Romance is a 1930 American Pre-Code Metro-Goldwyn-Mayer film directed by Clarence Brown, starring Greta Garbo, Lewis Stone, and Gavin Gordon.

The movie was adapted by Edwin Justus Mayer and Bess Meredyth from the 1913 play by Edward Sheldon. A 1920 silent film also called Romance was one of the first releases by then new United Artists and starred Doris Keane, the actress in Sheldon's 1913 play.

Plot
On New Year's Eve, Harry (Elliott Nugent) tells his grandfather (Gavin Gordon), a bishop, that he intends to marry an actress, even though that is frowned upon by his social class.
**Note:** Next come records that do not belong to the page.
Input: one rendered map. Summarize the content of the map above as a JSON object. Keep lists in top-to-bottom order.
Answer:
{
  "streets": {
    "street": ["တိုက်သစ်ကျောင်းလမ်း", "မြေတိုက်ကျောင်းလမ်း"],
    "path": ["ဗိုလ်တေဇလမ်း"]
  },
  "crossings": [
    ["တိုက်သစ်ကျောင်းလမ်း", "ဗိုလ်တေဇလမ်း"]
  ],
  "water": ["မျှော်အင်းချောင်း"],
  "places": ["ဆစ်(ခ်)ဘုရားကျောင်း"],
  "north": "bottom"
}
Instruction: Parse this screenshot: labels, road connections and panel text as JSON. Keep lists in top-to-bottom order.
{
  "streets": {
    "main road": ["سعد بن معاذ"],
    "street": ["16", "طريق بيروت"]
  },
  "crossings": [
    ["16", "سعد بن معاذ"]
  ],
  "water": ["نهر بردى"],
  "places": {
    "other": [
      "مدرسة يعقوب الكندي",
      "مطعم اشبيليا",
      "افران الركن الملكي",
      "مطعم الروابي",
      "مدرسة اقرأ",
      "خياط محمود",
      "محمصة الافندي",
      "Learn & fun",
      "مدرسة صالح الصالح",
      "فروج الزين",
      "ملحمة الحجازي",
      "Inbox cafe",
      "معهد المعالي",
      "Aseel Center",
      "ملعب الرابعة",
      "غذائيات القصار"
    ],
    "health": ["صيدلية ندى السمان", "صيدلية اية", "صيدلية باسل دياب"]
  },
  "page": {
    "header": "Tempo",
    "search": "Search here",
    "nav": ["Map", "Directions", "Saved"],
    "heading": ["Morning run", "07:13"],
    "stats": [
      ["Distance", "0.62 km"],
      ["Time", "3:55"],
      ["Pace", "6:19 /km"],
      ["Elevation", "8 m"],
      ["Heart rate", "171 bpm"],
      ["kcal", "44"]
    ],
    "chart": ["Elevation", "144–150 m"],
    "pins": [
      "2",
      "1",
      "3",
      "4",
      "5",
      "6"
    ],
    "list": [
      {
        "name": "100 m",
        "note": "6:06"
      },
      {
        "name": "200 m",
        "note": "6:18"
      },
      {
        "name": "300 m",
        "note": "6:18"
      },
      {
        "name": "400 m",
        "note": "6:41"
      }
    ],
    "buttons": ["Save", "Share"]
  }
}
However, his grandfather recounts via flashback a cautionary tale of a great love affair with a "fallen woman" during his own youth.

When he is 28 years old, Tom Armstrong, the son of an aristocratic family and the rector of St. Giles, meets the famous Italian opera star Rita Cavallini (Greta Garbo) at an evening party given by Cornelius Van Tuyl (Lewis Stone). Tom falls in love with Rita even though there are rumors that she is Van Tuyl's mistress. Tom's family disapproves of Rita, but he continues to pursue her until he discovers that she has been lying to him about the true nature of her relationship with Van Tuyl. Though he forgives and loves her, their different lives and different social classes make an engagement untenable. Ultimately, Tom marries Harry's grandmother.

In a surprise ending, he counsels Harry to marry the woman he loves, regardless of the consequences.

Cast

 Greta Garbo as Rita Cavallini
 Lewis Stone as Cornelius Van Tuyl
 Gavin Gordon as Tom Armstrong
 Elliott Nugent as Harry
 Florence Lake as Susan Van Tuyl
 Clara Blandick as Abigail Armstrong
 Henry Armetta as Beppo
 Mathilde Comont as Vannucci
 Rina De Liguoro as Nina (credited as Countess De Liguoro)

Reception
Mordaunt Hall of The New York Times wrote that "Greta Garbo's performance in Romance is perhaps as good as anything she has done on the screen." Norbert Lusk of the movie magazine Picture Play wrote that Garbo's performance "is a thing of pure beauty, an inspiring blend of intellect and emotion, a tender, poignant, poetic portrait of a woman who thrusts love from her because she considers herself unworthy of the man who offers it."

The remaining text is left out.